The Milwaukee-class monitors were a class of four riverine ironclad monitors built during the American Civil War. Several supported Union forces along the Mississippi River in mid-1864 before participating in the Battle of Mobile Bay in August. Chickasaw and Winnebago bombarded Confederate coastal fortifications during the battle and during subsequent operations as well as engaging the ironclad Tennessee II. The other two ships arrived at Mobile Bay after the battle and all four supported the land attacks on Mobile in March–April 1865. Milwaukee struck a torpedo during this time and sank. The surviving three ships were sold in 1874; Chickasaw was converted into a ferry and survived until 1944 when she was scuttled. Her wreck was discovered in 2004.

==Design and description==
The Milwaukee-class monitors had their origin in an order from Gideon Welles, Secretary of the Navy, to Commodore Joseph Smith, Chief of the Bureau of Yards and Docks, on 16 April 1863 to recommend four more river ironclads that could mount four 11 in Dahlgren guns on a draft no more than 6 ft. James Eads received the contract to build four iron-hulled, twin-turreted ironclads, partly due to the influence of Missouri Congressman Frank P. Blair Jr. Eads retained two of the ships, but subcontracted the other two to other builders.
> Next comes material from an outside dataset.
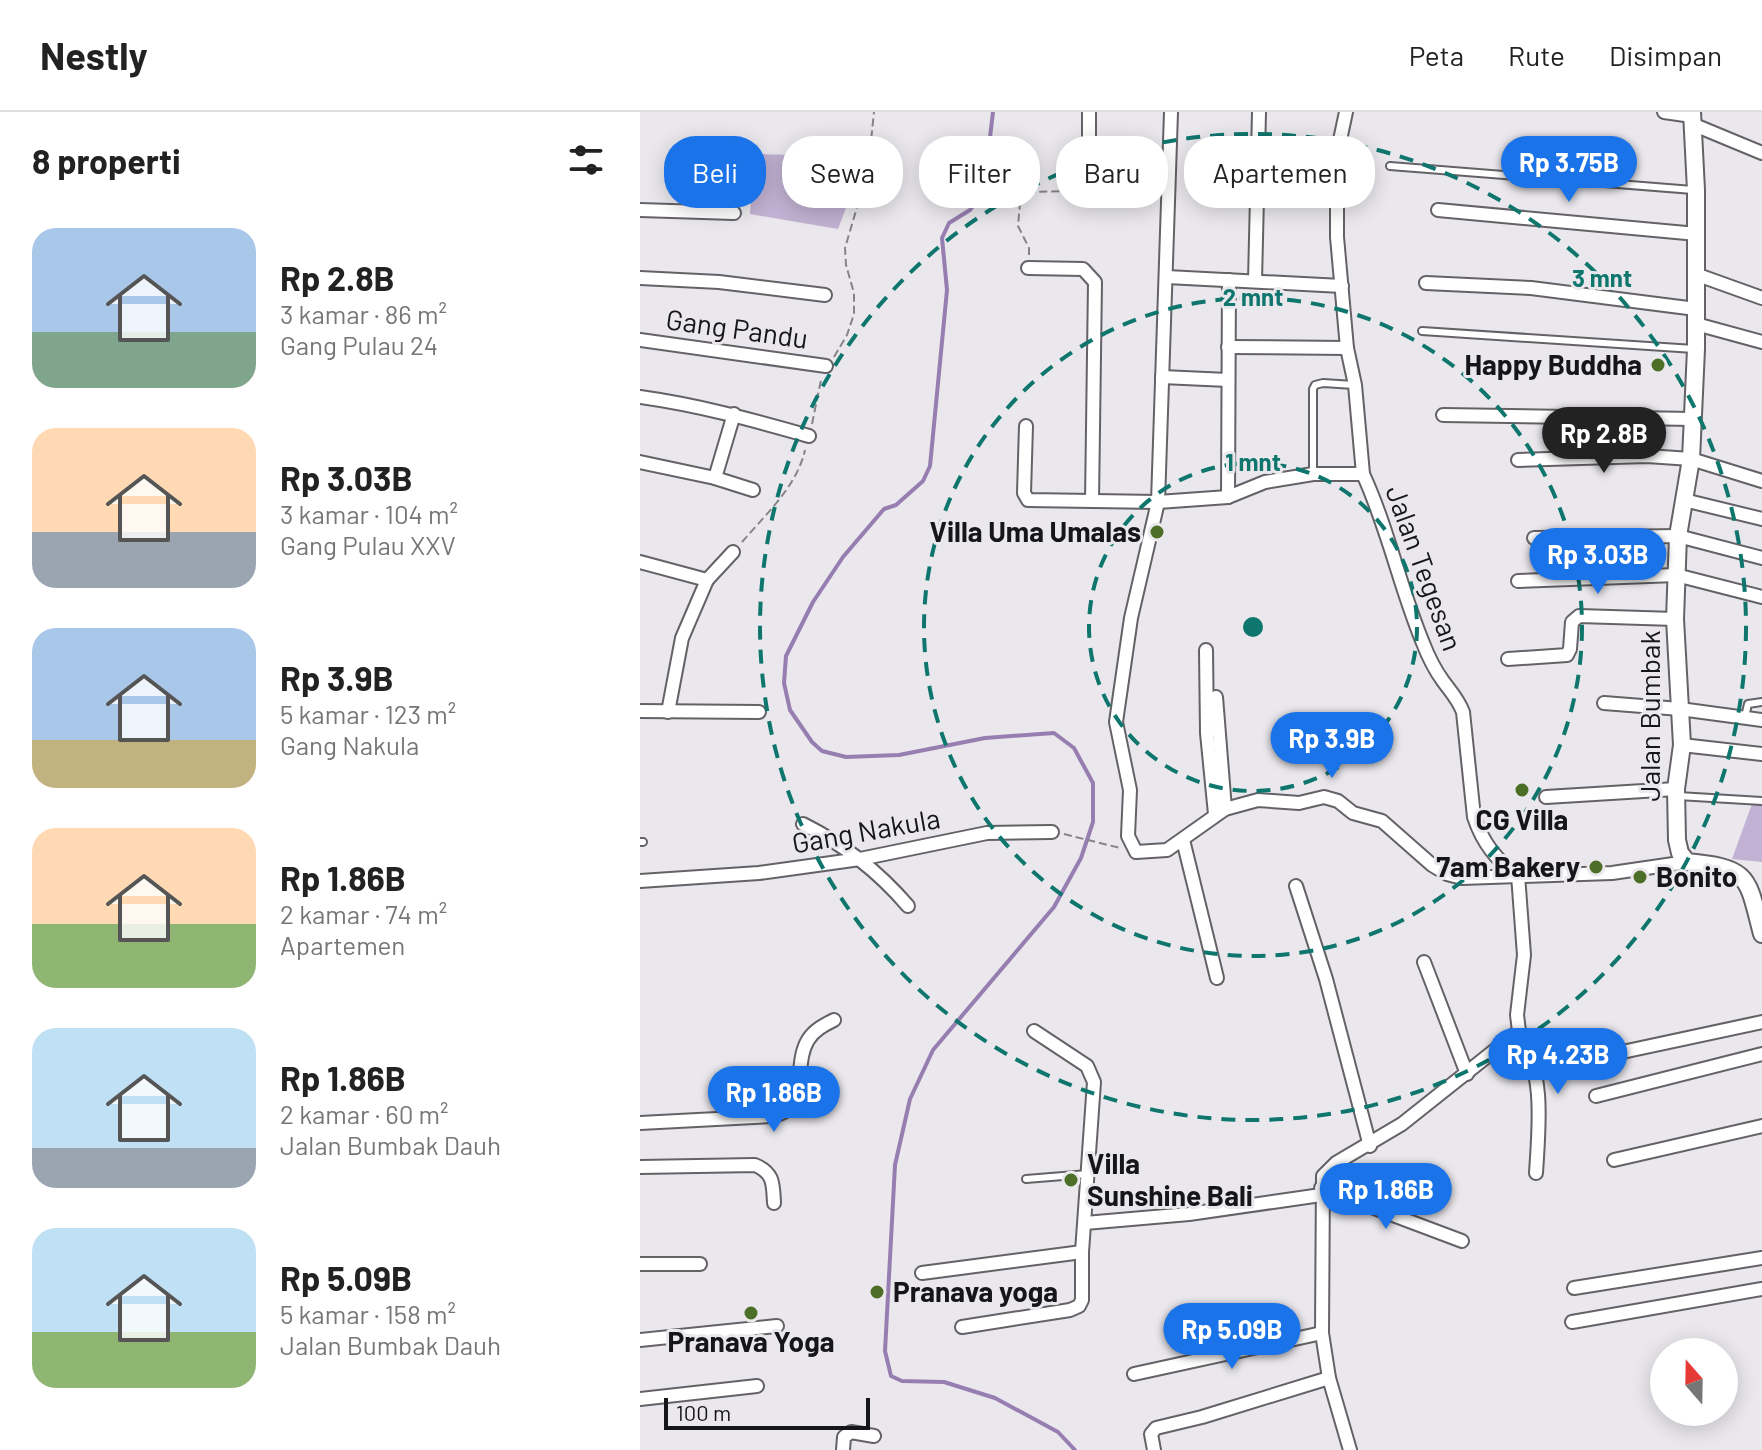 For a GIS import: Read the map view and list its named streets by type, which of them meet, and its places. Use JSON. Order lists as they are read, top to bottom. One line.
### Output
{"streets":{"street":["Gang Pandu","Jalan Tegesan","Jalan Bumbak","Gang Nakula"]},"places":["Happy Buddha","Villa Uma Umalas","CG Villa","7am Bakery","Bonito","Villa Sunshine Bali","Pranava yoga","Pranava Yoga"],"scale_bar":"100 m","north":"top","page":{"header":"Nestly","nav":["Peta","Rute","Disimpan"],"heading":"8 properti","price":["Rp 3.75B","Rp 2.8B","Rp 3.03B","Rp 3.9B","Rp 4.23B","Rp 1.86B","Rp 1.86B","Rp 5.09B"],"chip":["Beli","Sewa","Filter","Baru","Apartemen"],"list":[{"name":"Rp 2.8B","note":"3 kamar · 86 m² · Gang Pulau 24"},{"name":"Rp 3.03B","note":"3 kamar · 104 m² · Gang Pulau XXV"},{"name":"Rp 3.9B","note":"5 kamar · 123 m² · Gang Nakula"},{"name":"Rp 1.86B","note":"2 kamar · 74 m² · Apartemen"},{"name":"Rp 1.86B","note":"2 kamar · 60 m² · Jalan Bumbak Dauh"},{"name":"Rp 5.09B","note":"5 kamar · 158 m² · Jalan Bumbak Dauh"}],"scale":"100 m"},"rings":["3 mnt","2 mnt","1 mnt"]} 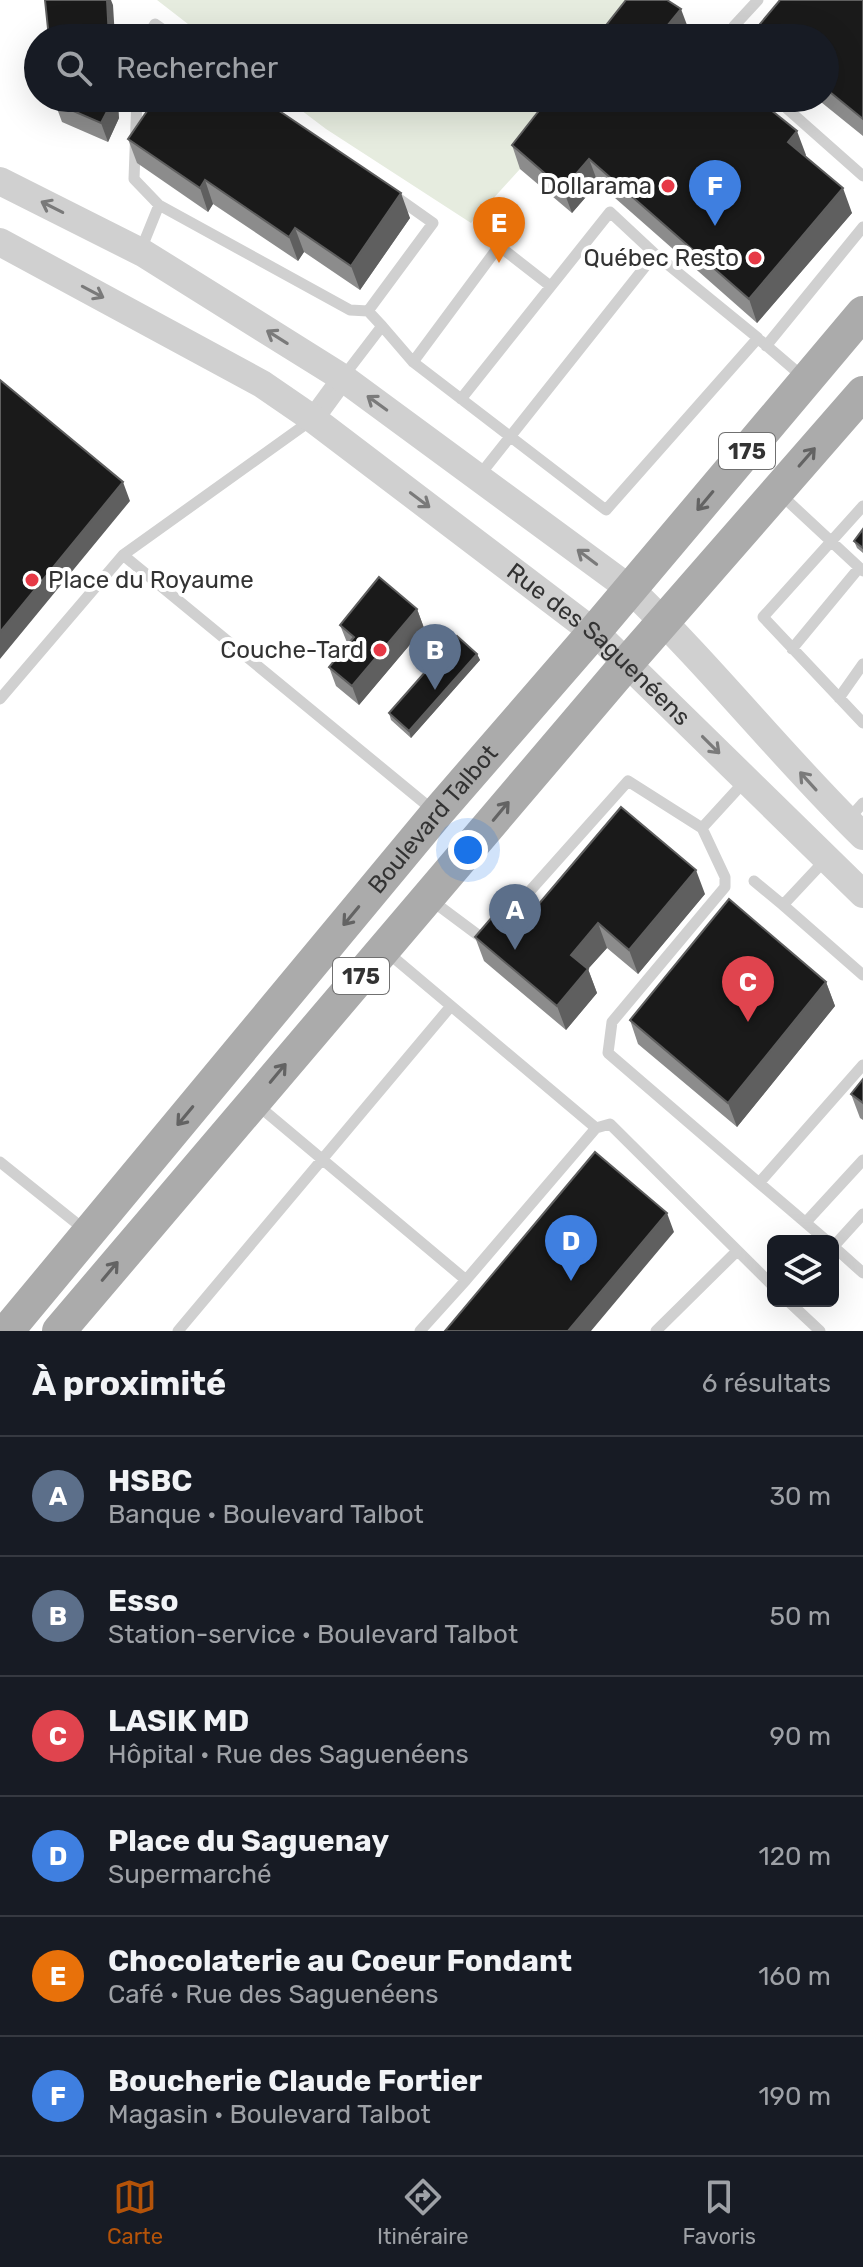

The Milwaukee-class ships were 229 ft long overall and had a beam of 56 ft. They had a depth of hold of 8 ft 6 in and a draft of six feet. The ships were 970 tons burthen and displaced 1300 LT.

They were powered by two 2-cylinder horizontal non-condensing steam engines, each driving two 7 ft 6 in propellers, using steam generated by seven tubular boilers. The engines were designed to reach a top speed of 9 kn. They had a bore of 26 in and a stroke of 24 in. They carried 156 LT of coal.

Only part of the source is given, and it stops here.